Apaixonado pela Companhia de Jesus, o jovem Estanislau Kostka teve de enfrentar uma verdadeira “saga” para se tornar noviço da Ordem. Quando finalmente conseguiu, Deus o levou para o céu, com apenas dezoito anos de idade. Como entender o misterioso plano de Deus para esse rapaz?

Texto do episódio
01

Evangelho de Nosso Senhor Jesus Cristo segundo São Lucas
(Lc 18,1-8)

Naquele tempo, Jesus contou aos discípulos uma parábola, para mostrar-lhes a necessidade de rezar sempre, e nunca desistir, dizendo: “Numa cidade havia um juiz que não temia a Deus, e não respeitava homem algum. Na mesma cidade havia uma viúva, que vinha à procura do juiz, pedindo: ‘Faze-me justiça contra o meu adversário!’ Durante muito tempo, o juiz se recusou. Por fim, ele pensou: ‘Eu não temo a Deus, e não respeito homem algum. Mas esta viúva já me está aborrecendo. Vou fazer-lhe justiça, para que ela não venha agredir-me!’” E o Senhor acrescentou: “Escutai o que diz este juiz injusto. E Deus, não fará justiça aos seus escolhidos, que dia e noite gritam por ele? Será que vai fazê-los esperar? Eu vos digo que Deus lhes fará justiça bem depressa. Mas o Filho do homem, quando vier, será que ainda vai encontrar fé sobre a terra?”

I. Reflexão

Hoje, a Igreja celebra a memória de um grande devoto da Virgem Maria, um noviço jesuíta de origem polonesa, morto aos 17 anos: Santo Estanislau Kostka. Embora tenha vivido pouco, alcançou um alto grau de santidade. Santa Teresinha do Menino Jesus, aliás, era muito devota dele, chegando a escrever uma piedosa peça de teatro a seu respeito. Ela mesma estava convencida de que viveria pouquíssimo tempo, assim como ele, e se apresentaria a Deus de mãos vazias, sem ter realizado na terra nada de chamativo. 

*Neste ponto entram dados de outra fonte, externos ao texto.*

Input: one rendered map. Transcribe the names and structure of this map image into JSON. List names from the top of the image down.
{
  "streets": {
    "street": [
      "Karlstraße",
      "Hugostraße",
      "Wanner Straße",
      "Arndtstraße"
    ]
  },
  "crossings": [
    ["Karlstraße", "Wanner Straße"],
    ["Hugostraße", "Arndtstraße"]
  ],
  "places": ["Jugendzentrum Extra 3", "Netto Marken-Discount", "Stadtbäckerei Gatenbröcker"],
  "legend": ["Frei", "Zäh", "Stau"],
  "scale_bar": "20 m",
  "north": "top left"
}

Estanislau Kostka nasceu em 1550, na época do descobrimento do Brasil. A Companhia de Jesus, portanto, acabara de ser fundada. A mãe, assim que o menino nasceu, notou um prodígio: havia no peito dele três cruzes vermelhas, e todo o mundo começou a perguntar-se o que aquilo quereria dizer. A mãe não teve dúvida: o filho deveria ser consagrado a Deus; o pai, no entanto, se opôs à ideia. Para ele, as cruzes eram prenúncio das façanhas e glórias militares que o filho alcançaria.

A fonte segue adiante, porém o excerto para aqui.